Microsoft Releases DirectStorage 1.2 with HDD Speedups

btarunr

Editor & Senior Moderator
Staff member
Joined
Oct 9, 2007
Messages
47,775 (7.41/day)
Location
Dublin, Ireland
System Name RBMK-1000
Processor AMD Ryzen 7 5700G
Motherboard Gigabyte B550 AORUS Elite V2
Cooling DeepCool Gammax L240 V2
Memory 2x 16GB DDR4-3200
Video Card(s) Galax RTX 4070 Ti EX
Storage Samsung 990 1TB
Display(s) BenQ 1440p 60 Hz 27-inch
Case Corsair Carbide 100R
Audio Device(s) ASUS SupremeFX S1220A
Power Supply Cooler Master MWE Gold 650W
Mouse ASUS ROG Strix Impact
Keyboard Gamdias Hermes E2
Software Windows 11 Pro
Microsoft released a major update to DirectStorage, the API that promises to reduce game loading times. The new DirectStorage 1.2 adds the ability to speed up game loading for mechanical hard drives, a feature game developers requested from Microsoft. DirectStorage brings much of the storage sub-system secret sauce of consoles over to PC, and consoles have held on to mechanical HDDs as game storage devices longer than mainstream gaming PCs.

HDDs require buffered reads to compensate for the longer seek times, whereas DirectStorage traditionally accesses files in unbuffered mode, which disqualified HDDs for DirectStorage. With this update, HDDs can take advantage of DirectStorage, wherein game data stored on them is directly accessed by GPUs, and compressed game assets are decompressed on the fly through the compute-shader acceleration capabilities of modern GPUs.



Microsoft also added a means for a game to know whether compressed assets are being decompressed by the GPU, or whether a software (CPU) fallback is engaged for reasons such as incompatible compression/file format. This feedback mechanism allows the game to adjust its asset quality (such as texture resolution), to compensate for the reduced decompression performance.

Microsoft has progressively relaxed the hardware requirements for DirectStorage with each major release. It was originally restricted to NVMe SSDs as the storage device, but was extended to AHCI devices such as SATA SSDs, and now with this release, support is extended to mechanical HDDs.

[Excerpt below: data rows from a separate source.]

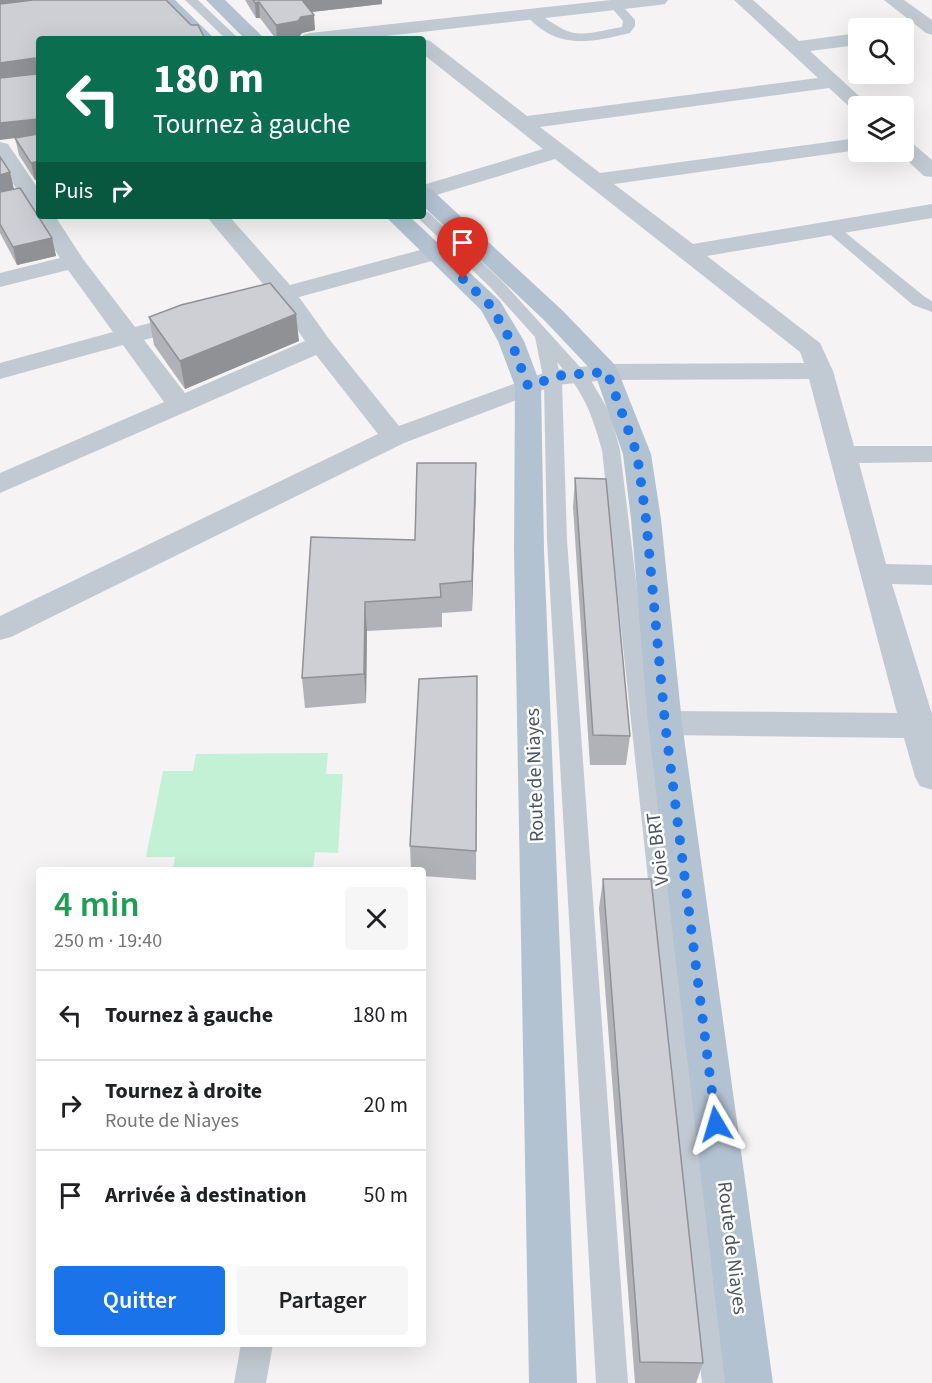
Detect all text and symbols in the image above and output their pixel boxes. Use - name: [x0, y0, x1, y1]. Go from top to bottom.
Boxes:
- map controls: [848, 18, 914, 162]
- button: search: [848, 18, 914, 84]
- text: 180 m: [153, 49, 264, 109]
- icon: left: [54, 60, 132, 138]
- button: layers: [848, 96, 914, 162]
- text: Tournez à gauche: [153, 105, 350, 144]
- icon: right: [105, 174, 138, 207]
- text: Puis: [54, 175, 93, 207]
- pin: [437, 217, 488, 279]
- icon: arrive: [446, 226, 479, 259]
- street label: Route de Niayes: [519, 708, 551, 842]
- street label: Voie BRT: [640, 811, 676, 887]
- text: 4 min: [54, 879, 140, 930]
- button: close: [345, 887, 408, 950]
- text: 250 m · 19:40: [54, 927, 162, 955]
- icon: left: [54, 999, 87, 1032]
- text: Tournez à gauche: [105, 999, 273, 1031]
- text: 180 m: [353, 999, 408, 1031]
- text: Tournez à droite: [105, 1075, 262, 1107]
- icon: right: [54, 1089, 87, 1122]
- text: 20 m: [363, 1089, 408, 1121]
- position arrow: [684, 1092, 748, 1156]
- text: Route de Niayes: [105, 1107, 239, 1135]
- icon: arrive: [54, 1179, 87, 1212]
- text: Arrivée à destination: [105, 1179, 307, 1211]
- text: 50 m: [363, 1179, 408, 1211]
- street label: Route de Niayes: [710, 1180, 754, 1316]
- button: Quitter: [54, 1266, 225, 1335]
- button: Partager: [237, 1266, 408, 1335]

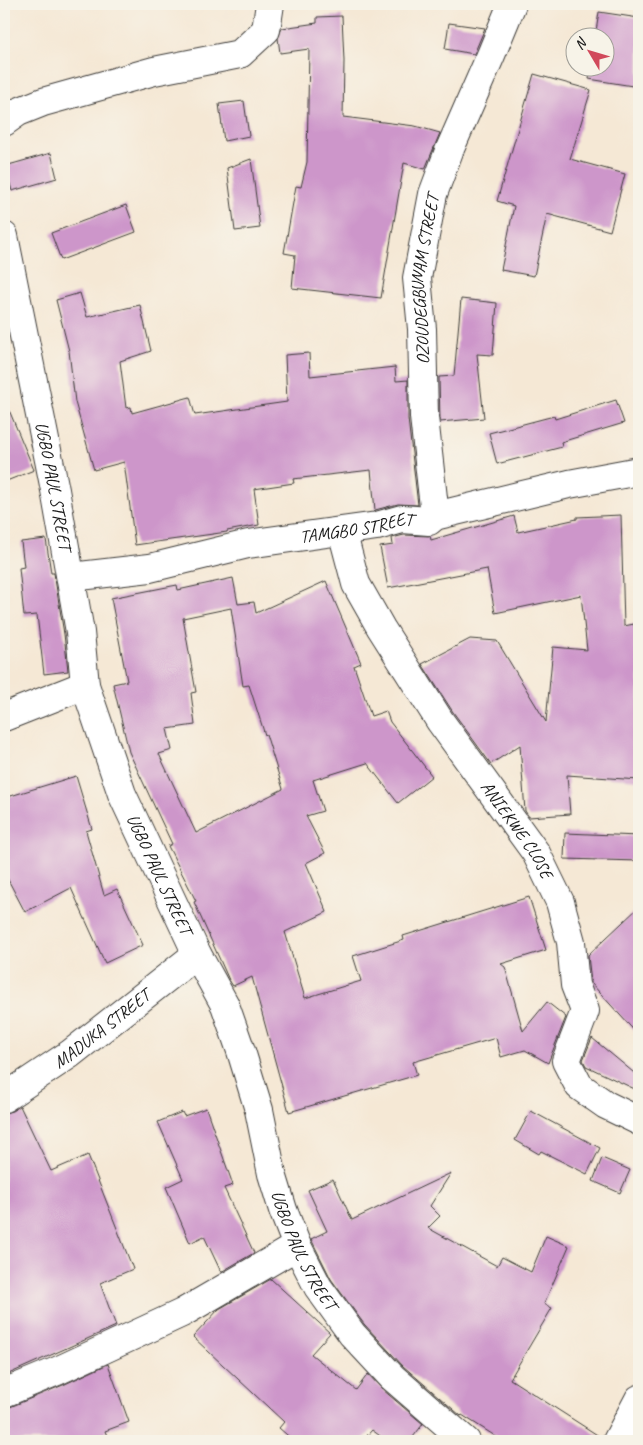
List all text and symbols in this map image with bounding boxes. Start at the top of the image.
north arrow [566,28,616,78]
text: N [571,34,591,53]
street label: OZOUDEGBUNAM STREET [405,189,444,365]
street label: UGBO PAUL STREET [31,420,77,557]
street label: TAMGBO STREET [298,507,418,548]
street label: ANIEKWE CLOSE [476,777,559,884]
street label: UGBO PAUL STREET [122,811,199,942]
street label: MADUKA STREET [49,982,157,1073]
street label: UGBO PAUL STREET [267,1188,345,1318]

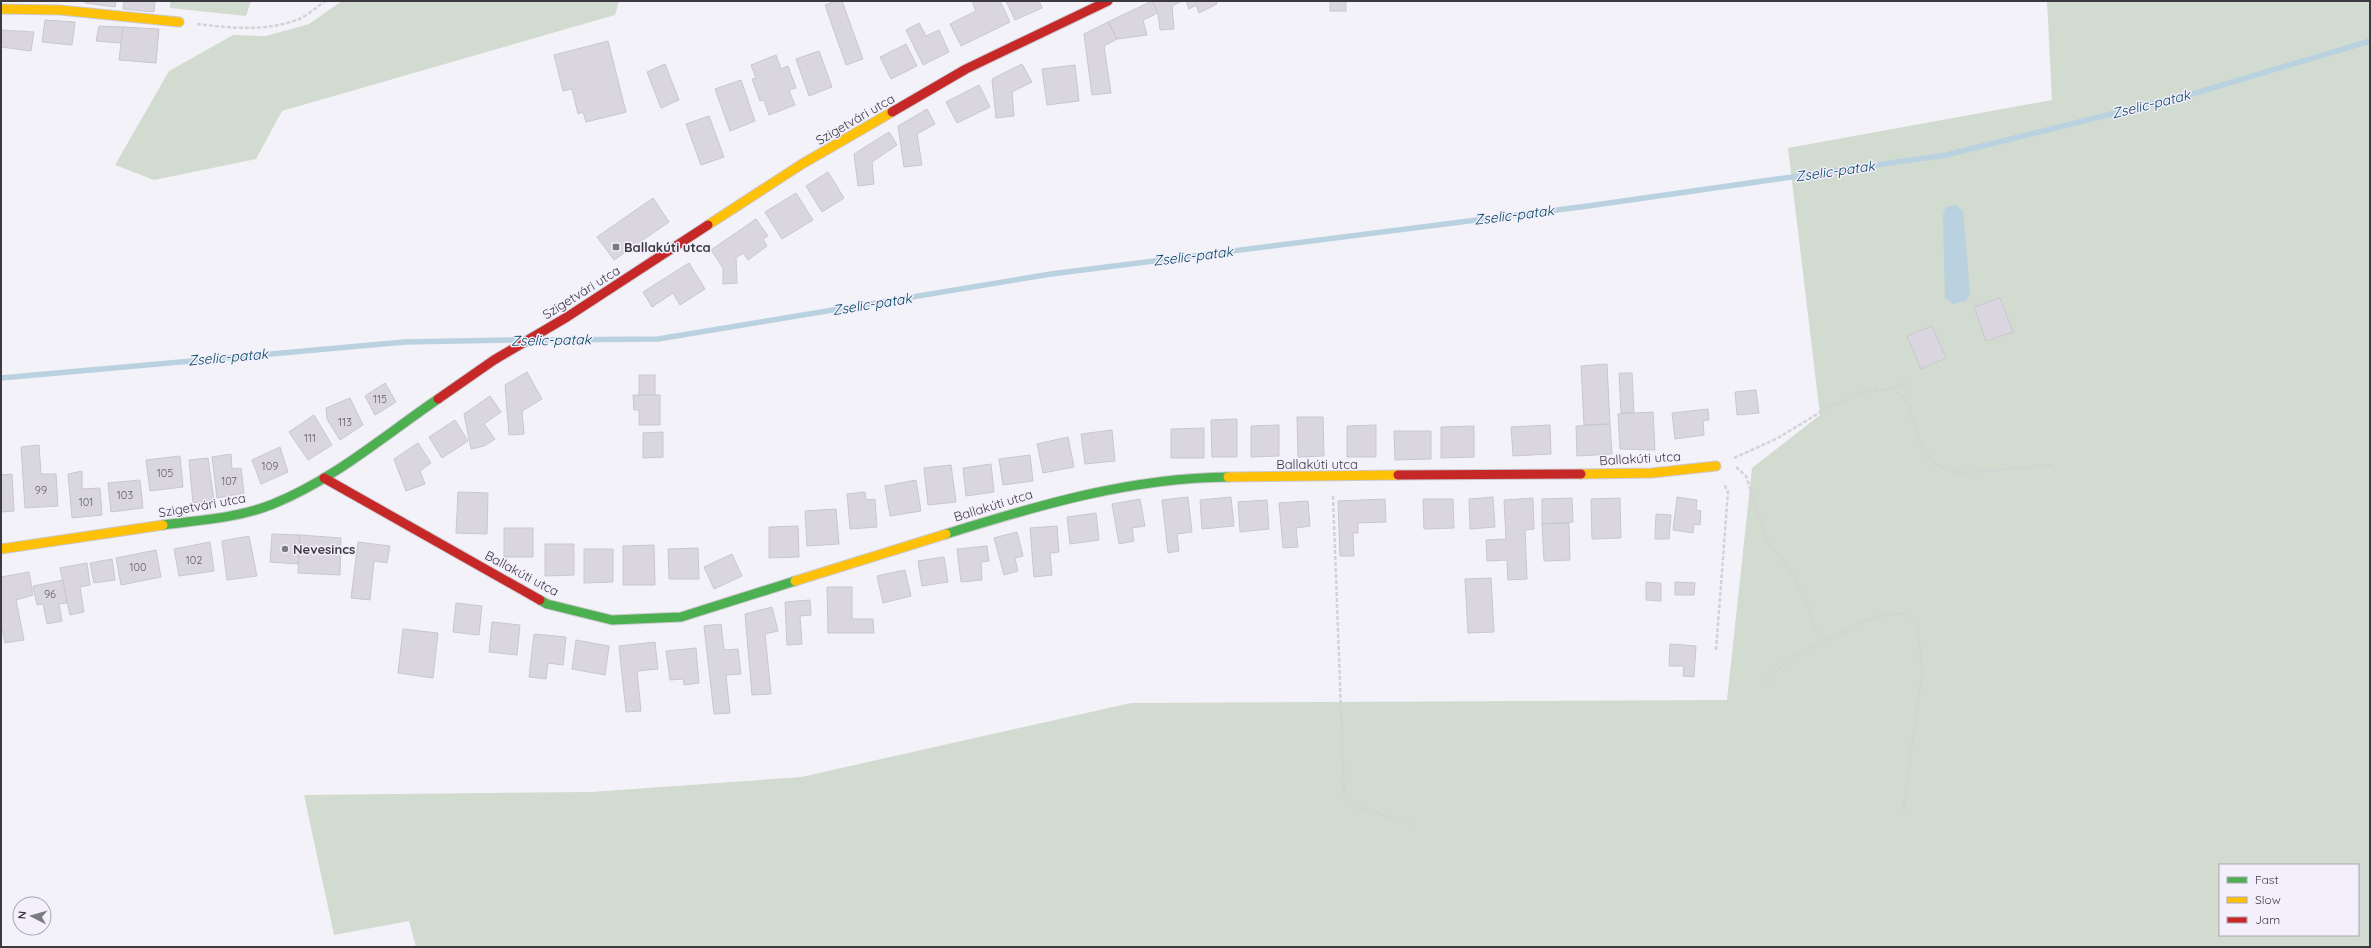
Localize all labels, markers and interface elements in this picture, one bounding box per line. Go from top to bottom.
water label: Zselic-patak [2110,85,2194,122]
street label: Szigetvári utca [813,90,897,148]
water label: Zselic-patak [1794,156,1877,185]
water label: Zselic-patak [1473,201,1556,229]
place label: Ballakúti utca [624,239,711,255]
marker: Ballakúti utca [611,242,621,252]
water label: Zselic-patak [1152,242,1235,270]
street label: Szigetvári utca [539,262,623,322]
water label: Zselic-patak [831,289,914,319]
water label: Zselic-patak [511,330,593,350]
water label: Zselic-patak [187,344,270,369]
house number: 115 [373,392,387,406]
house number: 113 [338,415,352,429]
house number: 111 [304,431,316,445]
street label: Ballakúti utca [1599,448,1681,468]
street label: Ballakúti utca [1276,456,1358,472]
house number: 109 [262,459,278,473]
house number: 105 [157,466,173,480]
house number: 107 [221,474,237,488]
house number: 99 [35,483,47,497]
street label: Ballakúti utca [952,485,1034,525]
house number: 103 [117,488,133,502]
street label: Szigetvári utca [157,489,247,521]
house number: 101 [79,495,93,509]
place label: Nevesincs [293,541,355,557]
marker: Nevesincs [280,544,290,554]
street label: Ballakúti utca [482,547,562,599]
house number: 102 [186,553,202,567]
house number: 100 [129,560,147,574]
house number: 96 [44,587,56,601]
legend [2219,864,2359,936]
text: Fast [2255,872,2279,887]
text: Slow [2255,892,2281,907]
north arrow [12,896,52,936]
text: N [15,910,29,920]
text: Jam [2255,912,2280,927]

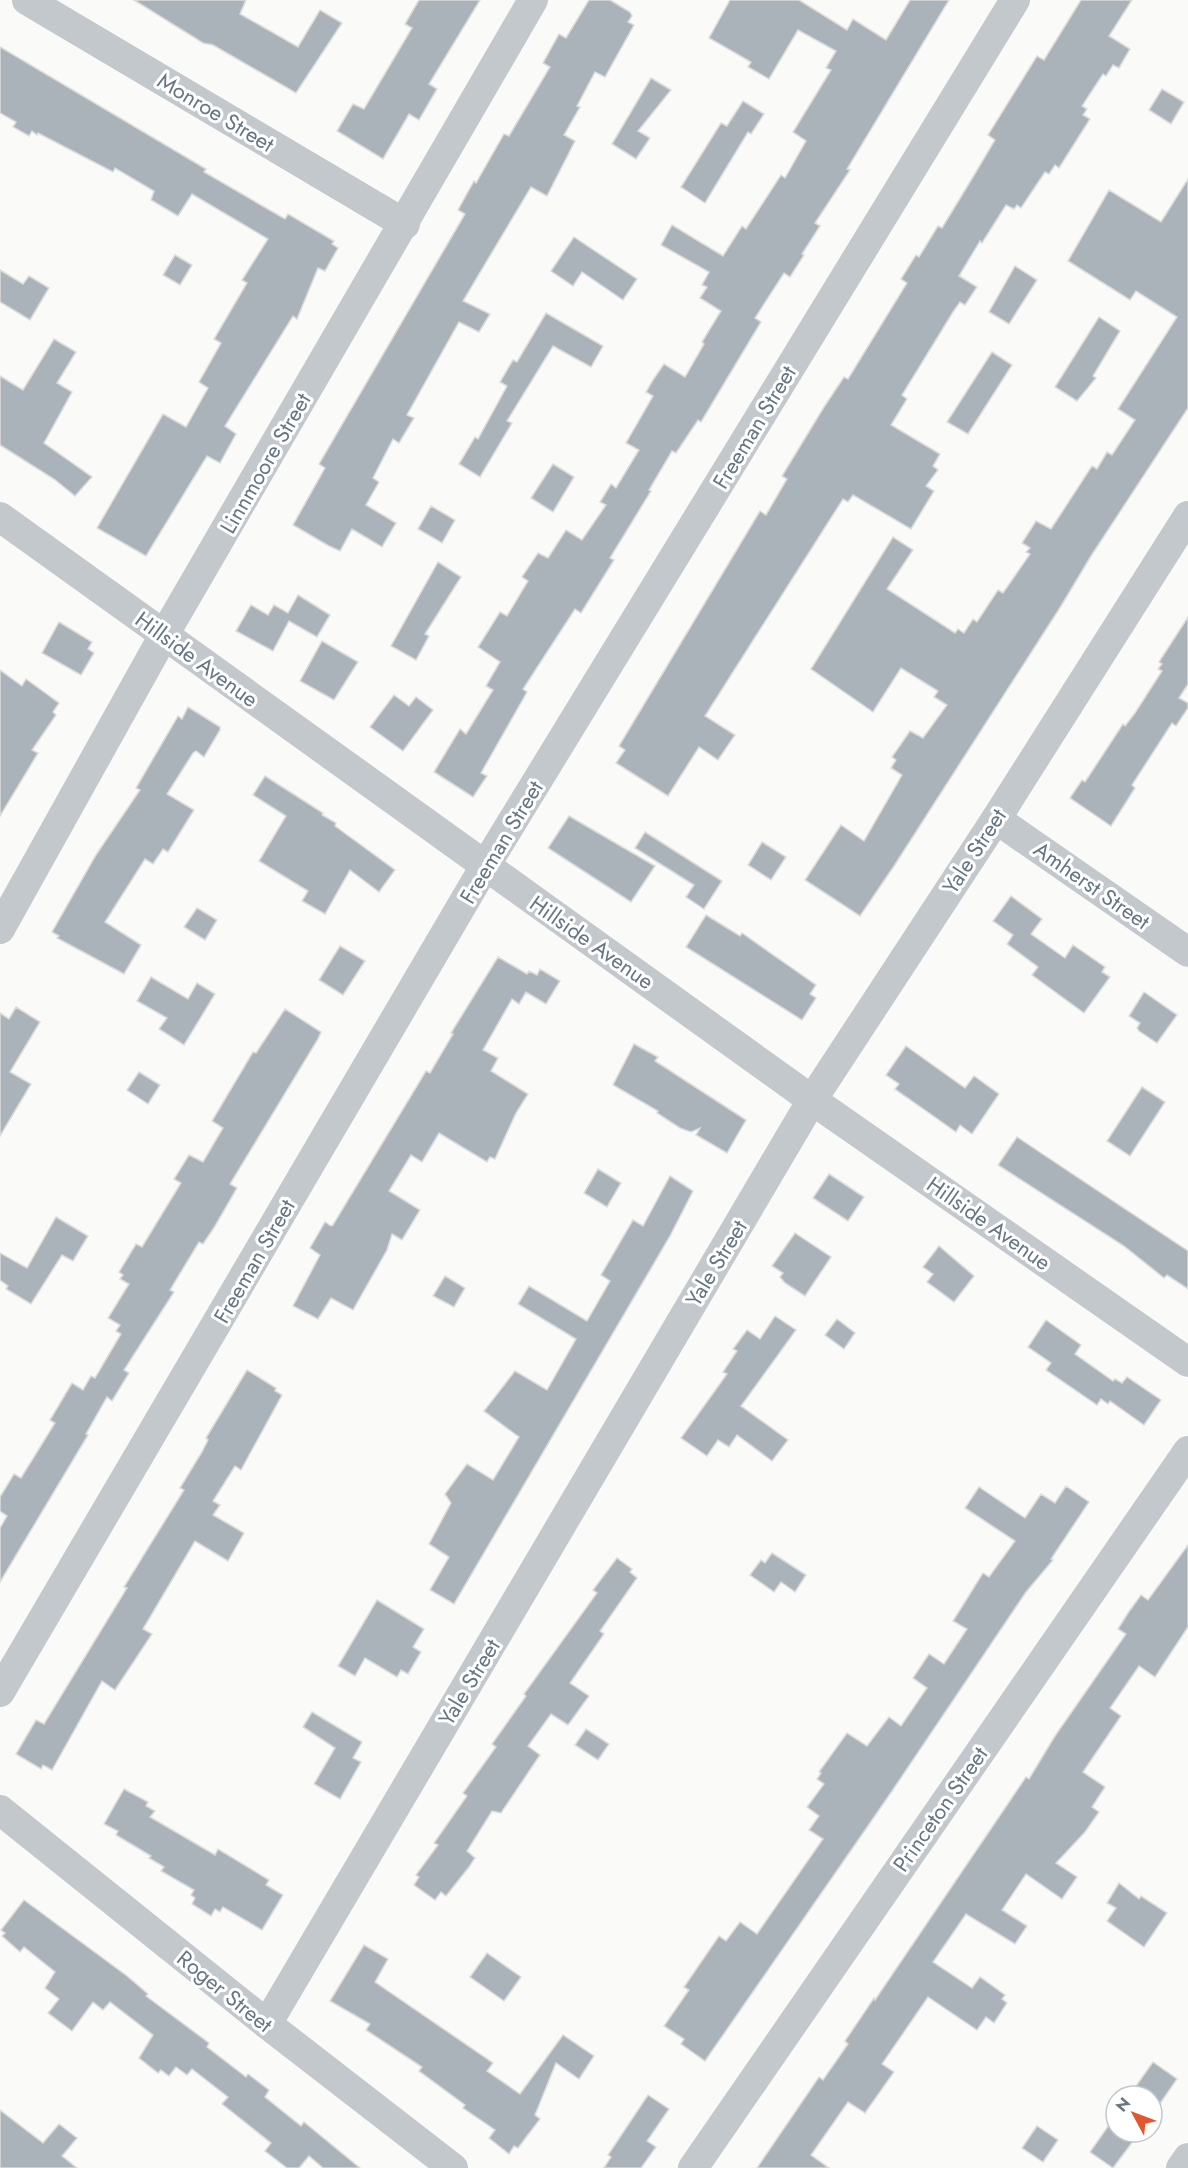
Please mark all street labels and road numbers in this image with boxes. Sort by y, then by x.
street label: Monroe Street [152,65,281,160]
street label: Freeman Street [705,359,804,495]
street label: Linnmoore Street [212,386,319,539]
street label: Hillside Avenue [129,603,265,715]
street label: Freeman Street [452,774,551,910]
street label: Yale Street [934,801,1014,900]
street label: Amherst Street [1027,833,1157,937]
street label: Hillside Avenue [523,887,661,997]
street label: Hillside Avenue [920,1168,1058,1278]
street label: Freeman Street [205,1192,303,1329]
street label: Yale Street [678,1213,755,1312]
street label: Yale Street [431,1632,508,1731]
street label: Princeton Street [885,1739,995,1878]
street label: Roger Street [170,1942,280,2040]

Many Thanks to TumbleGeorge for the tip!

View at TechPowerUp Main Site | Source
 
Do developers need to update their games?
 
And we're going back to pre-caching like the engines of old, instead of textures streaming
 
This new feature is especially for better presence of HDD games loading. I think that there is some modernization of as you mention the previous way of masking the flow of data through the buffer.
 
HDDs can take advantage of DirectStorage, wherein game data stored on them is directly accessed by GPUs
This is contradicted literally a line below with your own graph. Direct storage does not bypass the ram when uploading data into the gpu mem (yet).

And we're going back to pre-caching like the engines of old, instead of textures streaming
I think you misunderstood the news, it's about how direct storage manages the queues of reads that it gets, not about streamed data flow.
 
Edited for clarity.

DirectStorage v1.0 and v1.1 work with HDD's, the problem was that commands weren't buffered so the order of operations couldn't be optimized to minimize Seek Time.

* Read Sector 7
* Read Sector 7049
* Read Sector 9
* Read Sector 14
* Read Sector 3

Before v1.2, DirectStorage would process them in the order it received them in. With v1.2's Buffered mode it can re-organize the commands.

* Read Sector 3
* Read Sector 7
* Read Sector 9
* Read Sector 14
* Read Sector 7049

Windows has been able to buffer HDD activity for a very long time now (I think Windows 95 introduced it?) while SATA III introduced the ability of HDD's performing their own re-ordering of commands (NCQ) to minimize HDD seeking (this requires a buffer to simultaneously hold multiple commands in so it can juggle around their priority). With SSD's the Seek time is the same regardless of where data is physically located, which is why they don't need buffering.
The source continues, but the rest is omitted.